GI intolerance (nausea, vomiting, abdominal pain/discomfort, constipation, dark colored stools) can be the most troubling side effects for those taking oral iron supplementation and occurs in approximately 30%-43% of patients on the ferrous salt forms of iron. Up to 50% of patients will stop taking their iron supplement because of these unpleasant side effects.
The goal of taking oral iron replacement therapy in iron deficiency anemia is obviously to restore the iron stores in the body and to bring a person’s hemoglobin up to normal levels. Hemoglobin levels should start to rise after 1-2 weeks and should increase approximately 1 g/week with proper oral iron replacement therapy. After four weeks, those with a minor iron deficiency may get their hemoglobin levels back to normal, but some individuals may take longer. It takes even longer to replenish iron stores back to normal in the body. This process can take up to 3-6 months of iron therapy.
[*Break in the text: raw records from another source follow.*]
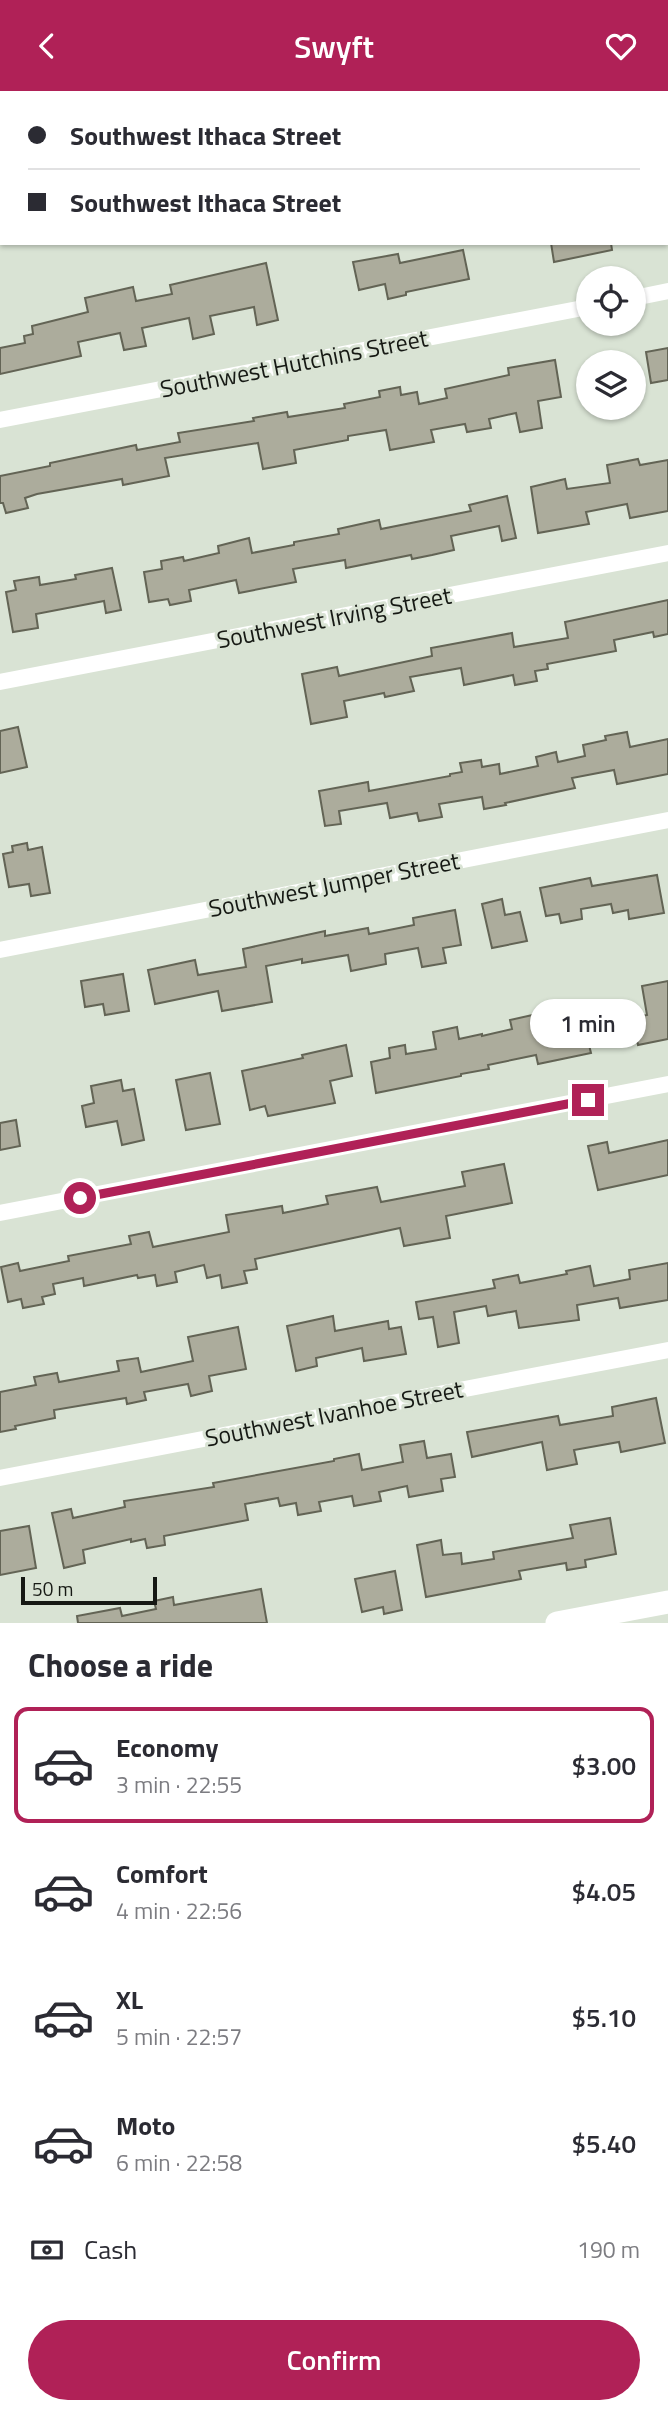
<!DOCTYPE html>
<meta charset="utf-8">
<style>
body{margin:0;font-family:"Titillium Web",sans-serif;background:#f7f7f7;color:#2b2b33;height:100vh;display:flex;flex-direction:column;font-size:26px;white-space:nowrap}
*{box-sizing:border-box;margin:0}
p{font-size:23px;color:#7c7c81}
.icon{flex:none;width:38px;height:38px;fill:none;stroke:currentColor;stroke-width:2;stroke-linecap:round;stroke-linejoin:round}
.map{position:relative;height:1532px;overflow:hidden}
.sheet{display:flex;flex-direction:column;background:#fff;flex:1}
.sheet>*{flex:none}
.guide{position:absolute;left:0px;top:0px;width:668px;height:154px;box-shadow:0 2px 5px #0004;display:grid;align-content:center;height:154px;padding:0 28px;background:#fff}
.buttons{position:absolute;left:576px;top:175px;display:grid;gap:14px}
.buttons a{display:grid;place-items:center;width:70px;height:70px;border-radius:50%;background:#fff;box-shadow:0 2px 5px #0004;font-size:35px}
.scale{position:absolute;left:21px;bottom:18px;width:136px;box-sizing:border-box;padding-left:7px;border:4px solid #161914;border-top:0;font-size:19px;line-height:24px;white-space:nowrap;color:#161914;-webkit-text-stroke:5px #d9e3d4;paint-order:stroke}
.end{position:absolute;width:32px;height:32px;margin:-16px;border:9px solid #b02157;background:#fff;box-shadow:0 0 0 4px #fff}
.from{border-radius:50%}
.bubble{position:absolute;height:49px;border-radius:24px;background:#fff;box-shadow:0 2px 5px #0004;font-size:23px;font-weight:600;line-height:49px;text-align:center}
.guide b{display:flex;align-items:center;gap:24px;height:66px;font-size:26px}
.guide b+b{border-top:2px solid #e1e1e2}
.guide i{width:18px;height:18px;background:#2b2b33}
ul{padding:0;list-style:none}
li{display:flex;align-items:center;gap:21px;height:116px;margin:0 14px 10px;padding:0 14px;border:4px solid transparent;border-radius:14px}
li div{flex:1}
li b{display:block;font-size:26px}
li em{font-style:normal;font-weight:600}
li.on{border-color:#b02157}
li>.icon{width:63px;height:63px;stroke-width:1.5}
h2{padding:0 28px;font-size:32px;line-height:84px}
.pay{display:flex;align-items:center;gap:18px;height:77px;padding:0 28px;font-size:26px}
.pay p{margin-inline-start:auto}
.button{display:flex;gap:14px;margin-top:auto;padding:14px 28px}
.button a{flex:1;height:80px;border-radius:42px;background:#b02157;color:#fff;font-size:28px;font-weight:600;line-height:80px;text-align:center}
header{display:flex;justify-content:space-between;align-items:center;height:91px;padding:0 28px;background:#b02157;color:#fff;font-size:32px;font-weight:600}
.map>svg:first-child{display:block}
</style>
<header><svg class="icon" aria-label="back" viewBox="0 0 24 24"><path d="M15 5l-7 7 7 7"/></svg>Swyft<svg class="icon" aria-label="heart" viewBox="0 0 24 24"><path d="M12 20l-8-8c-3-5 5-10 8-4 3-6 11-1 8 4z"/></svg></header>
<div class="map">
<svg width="668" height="1532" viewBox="0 0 668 1532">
<rect width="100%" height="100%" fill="#d9e3d4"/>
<g fill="#acac9c" stroke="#636455" stroke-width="2">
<path d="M551,152H611L612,159L554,171Z"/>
<path d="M463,159L469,188L406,201V204L388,208L385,193L359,199L353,171L398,163L400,172Z"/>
<path d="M266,172L278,229L257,234L254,216L210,225L214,243L193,248L189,227L142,237L146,255L124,259L120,242L78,251L81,265L0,283V257L25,252L24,245L33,243L32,235L88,221L85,207L133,196L136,210L172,203L170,194Z"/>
<path d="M668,257V289L651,292L646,261Z"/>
<path d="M555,269L561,306L538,310L542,337L520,341L516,322L489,328L491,337L467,341L465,333L431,339L434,351L390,359L386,339L348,345V349L294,359L296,372L263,378L258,352L165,367L169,385L123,394L122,388L37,403L25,407L28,417L6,422L3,412H0V385L50,375V372L136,354L137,359L180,351L178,342L254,330L253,327L287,321L288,326L345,317L344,313L380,306L379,300L400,296L401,304L417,301L419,313L447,307L445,298L509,284L508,277Z"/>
<path d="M638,368L640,374L668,369V420L630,427L627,413L586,421L589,433L538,442L531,396L565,388L567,398L610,392L607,374Z"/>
<path d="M507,405L516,447L502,450L499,435L451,445L454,459L432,464L412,468L411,464L346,477L345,469L293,478L296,491L239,502L236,489L189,499L191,510L170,514L168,508L149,511L144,481L162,478L161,470L183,466L184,470L219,462L218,455L249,447L252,462L294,454V451L339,443L338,438L379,429L381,438L471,420L469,414Z"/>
<path d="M112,477L121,519L106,522L104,510L36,523L38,537L13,541L6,501L16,499L14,490L39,486L40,494L76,488L75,484Z"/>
<path d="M668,509V543L654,546L653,541L614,549L616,560L547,573L548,578L535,580L537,590L515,594L513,584L464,594L461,577L410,586L414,600L385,606L384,602L344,610L347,626L311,633L302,583L337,576L339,585L432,565L431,557L512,542L514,556L568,547L565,531Z"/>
<path d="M18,636L27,676L0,682V640Z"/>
<path d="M627,641L630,656L668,648V683L617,693L614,679L572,687L575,697L505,712L506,714L484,718L482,706L439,713L442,726L419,730L417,722L390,727L387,712L339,720L341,733L325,735L319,700L368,691L369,700L450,685V683L462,681L460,672L481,669L482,676L499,673L500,683L538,675L536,666L556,661L558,671L585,665L583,654L606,649L605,645Z"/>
<path d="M27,752L28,759L42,756L50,802L31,805L29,793L9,796L3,763L13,761L12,755Z"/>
<path d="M657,784L664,822L629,828L628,819L613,822L611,813L581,818L582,828L561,832L559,823L546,825L540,797L590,787L592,795Z"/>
<path d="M502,808L505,824L520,821L527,850L492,857L482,813Z"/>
<path d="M455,819L461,854L443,857L446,872L422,876L418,857L385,863L386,873L351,880L348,864L302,872V868L266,875L272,911L222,920L218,900L155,913L148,879L195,869L198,884L246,876L243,858L325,840V845L368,837L369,843L414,834L413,827Z"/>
<path d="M123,883L129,920L105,924L103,913L85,916L81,890Z"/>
<path d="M668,890V948L638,954L636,944L589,954L591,962L538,973L536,964L488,974L489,978L461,983V985L376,1002L371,971L390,967L389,957L405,954L406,963L436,958L433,941L457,936L459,948L482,943V945L512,938L510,929L546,921L548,932L615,918L617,930L647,924L642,895Z"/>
<path d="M346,954L352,985L330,990L335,1012L268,1025L265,1015L250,1019L242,980L303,967L302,964Z"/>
<path d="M210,982L220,1033L186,1039L176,989Z"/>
<path d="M121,989L123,1000L134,998L144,1049L122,1054L117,1030L86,1036L82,1015L94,1012L91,995Z"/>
<path d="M16,1029L20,1055L0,1059V1032Z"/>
<path d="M668,1049V1084L598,1099L588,1055L607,1051L609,1062Z"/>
<path d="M504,1073L512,1112L446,1125L450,1147L404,1155L400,1137L255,1168L257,1178L244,1180L247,1192L222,1197L220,1184L207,1187L204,1174L175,1181L177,1191L157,1195L155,1184L138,1187L137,1184L84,1195L83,1187L53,1193L55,1203L42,1206L44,1213L23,1217L21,1208L8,1211L1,1176L18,1172L20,1180L69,1170L68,1165L131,1153L129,1145L149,1141L153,1156L229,1141L226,1124L282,1115L283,1122L328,1113L326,1105L377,1096L381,1111L465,1095L462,1081Z"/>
<path d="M668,1172V1209L620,1217L618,1207L577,1214L579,1229L519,1237L516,1220L488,1225L486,1215L454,1221L459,1252L438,1256L433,1226L419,1228L416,1211L495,1197L493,1189L518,1184L520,1192L567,1183L566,1180L590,1175L594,1195L630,1188L629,1179Z"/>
<path d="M333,1225L335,1240L388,1230L389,1238L401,1236L406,1263L364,1270L362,1257L316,1267L317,1275L296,1280L287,1235Z"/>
<path d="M238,1236L246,1278L209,1285L212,1300L191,1305L188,1293L144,1301L146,1309L127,1313L126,1307L54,1319L55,1327L15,1335L16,1338L0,1341V1301L36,1294L34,1286L57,1282L59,1291L119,1280L117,1270L138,1267L141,1281L193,1270L188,1246Z"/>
<path d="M656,1307L665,1352L621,1361L619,1351L574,1359L577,1373L547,1379L542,1351L472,1366L467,1341L558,1325L560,1334L613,1325L612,1316Z"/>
<path d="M424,1350L427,1367L451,1363L455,1386L441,1388L443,1400L409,1406L407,1395L379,1401L381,1410L354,1415L352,1405L319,1411L321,1420L298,1424L296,1412L280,1415L278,1407L245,1413L248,1429L164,1445L165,1454L147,1457L145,1448L131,1451V1448L83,1459L85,1472L64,1477L52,1422L71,1418L73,1427L125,1416L124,1410L214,1396L213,1392L334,1370V1368L359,1363L362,1379L403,1371L400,1354Z"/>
<path d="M610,1427L616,1463L585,1469L586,1476L567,1479L566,1472L519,1480L521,1488L426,1506L417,1454L441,1449L443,1464L461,1462L462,1473L494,1468L493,1461L573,1447L570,1434Z"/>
<path d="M29,1435L36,1477L0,1484V1440Z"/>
<path d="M395,1480L402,1519L384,1523L383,1516L362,1521L355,1488Z"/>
<path d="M261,1498L267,1532H78L77,1525L120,1517L122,1525L156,1518L154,1510L173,1506L174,1514Z"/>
</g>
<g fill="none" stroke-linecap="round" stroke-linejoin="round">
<g stroke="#fff" stroke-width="16">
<path d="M231,0V2"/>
<path d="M319,2L328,0"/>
<path d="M0,66L2,65"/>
<path d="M634,207L668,200"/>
<path d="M0,329L588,216"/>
<path d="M0,591L668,462"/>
<path d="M0,859L668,729"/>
<path d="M0,1122L668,993"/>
<path d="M0,1387L668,1259"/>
</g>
<path stroke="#fff" stroke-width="23" d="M557,1532L668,1511"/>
</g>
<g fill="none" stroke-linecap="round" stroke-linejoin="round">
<path stroke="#b02157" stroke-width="9" d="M80,1107L588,1009"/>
</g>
<g text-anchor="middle" stroke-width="6" stroke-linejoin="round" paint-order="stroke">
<g font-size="24" fill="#161914" stroke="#d9e3d4">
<text transform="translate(294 273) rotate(-11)" y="8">Southwest Hutchins Street</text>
<text transform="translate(334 527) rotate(-11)" y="8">Southwest Irving Street</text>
<text transform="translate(334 794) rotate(-11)" y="8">Southwest Jumper Street</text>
<text transform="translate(334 1323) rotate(-11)" y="8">Southwest Ivanhoe Street</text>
</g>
</g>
</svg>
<div class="buttons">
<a><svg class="icon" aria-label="locate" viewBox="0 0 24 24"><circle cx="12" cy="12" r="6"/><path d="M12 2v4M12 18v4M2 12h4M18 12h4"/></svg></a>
<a><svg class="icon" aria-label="layers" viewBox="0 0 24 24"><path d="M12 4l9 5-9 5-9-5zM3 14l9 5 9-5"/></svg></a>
</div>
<div class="scale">50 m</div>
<i class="end from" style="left:80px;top:1107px"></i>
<i class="end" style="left:588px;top:1009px"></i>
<div class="bubble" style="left:530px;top:908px;width:116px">1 min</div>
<div class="guide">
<b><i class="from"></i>Southwest Ithaca Street</b>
<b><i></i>Southwest Ithaca Street</b>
</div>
</div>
<section class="sheet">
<h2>Choose a ride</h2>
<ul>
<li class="on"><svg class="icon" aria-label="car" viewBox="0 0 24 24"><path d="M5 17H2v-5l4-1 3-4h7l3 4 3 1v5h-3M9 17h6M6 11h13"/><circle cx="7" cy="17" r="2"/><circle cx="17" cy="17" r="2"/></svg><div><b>Economy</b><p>3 min · 22:55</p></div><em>$3.00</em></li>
<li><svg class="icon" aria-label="car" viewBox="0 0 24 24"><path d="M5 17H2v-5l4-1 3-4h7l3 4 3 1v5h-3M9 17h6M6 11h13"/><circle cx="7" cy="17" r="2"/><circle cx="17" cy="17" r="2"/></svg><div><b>Comfort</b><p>4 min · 22:56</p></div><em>$4.05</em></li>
<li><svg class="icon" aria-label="car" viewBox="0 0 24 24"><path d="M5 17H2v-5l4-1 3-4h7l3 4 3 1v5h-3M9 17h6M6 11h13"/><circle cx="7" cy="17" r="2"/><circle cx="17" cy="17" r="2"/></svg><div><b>XL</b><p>5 min · 22:57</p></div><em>$5.10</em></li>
<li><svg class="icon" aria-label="car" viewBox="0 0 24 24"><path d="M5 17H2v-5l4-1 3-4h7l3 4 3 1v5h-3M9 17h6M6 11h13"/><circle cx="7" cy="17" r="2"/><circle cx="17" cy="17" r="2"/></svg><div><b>Moto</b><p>6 min · 22:58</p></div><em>$5.40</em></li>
</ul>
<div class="pay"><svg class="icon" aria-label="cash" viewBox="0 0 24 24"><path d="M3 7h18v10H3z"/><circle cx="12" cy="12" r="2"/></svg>Cash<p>190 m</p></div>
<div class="button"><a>Confirm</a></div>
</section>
In people who cannot tolerate oral iron therapy, or for those with severe anemia requiring faster iron replacement, there are IV forms of iron available. These are more expensive, require more healthcare resources and medical staff to administer and monitor the iron replacement infusion therapy, and have the potential to cause rare, but life-threatening, allergic reactions in some patients. Therefore, using intravenous iron infusion therapy should be discussed thoroughly with your doctor before proceeding.
Iron deficiency anemia is a serious medical condition requiring targeted goal therapies. Patients should work diligently with their doctor to find the cause of their condition while also treating with iron replacement therapy.
Diet is always a good place to start when trying to increase iron intake and may even be part of the cause. Many of the conditions talked about in this article that lead to decreased iron absorption or an increase in iron loss through bleeding are due in part or in full to diet—celiac disease, inflammatory bowel disease, diverticular disease, abnormal menstrual bleeding, hemorrhoids, colon cancer, etc. By adopting a whole food, plant-based diet, you may be able to eliminate or decrease the damage done by many of these diseases and, in the process, treat your iron deficiency anemia.
Some people will need to take iron supplements though if medically indicated by their physician. Iron and hemoglobin levels will need to be monitored while doing this, so make sure to work closely with your doctor to ensure you are taking the right dose of iron. In the end, iron deficiency can be easily treated with the right guidance and plan of action.
May life bring you an abundance of health and happiness in your journey towards optimal health!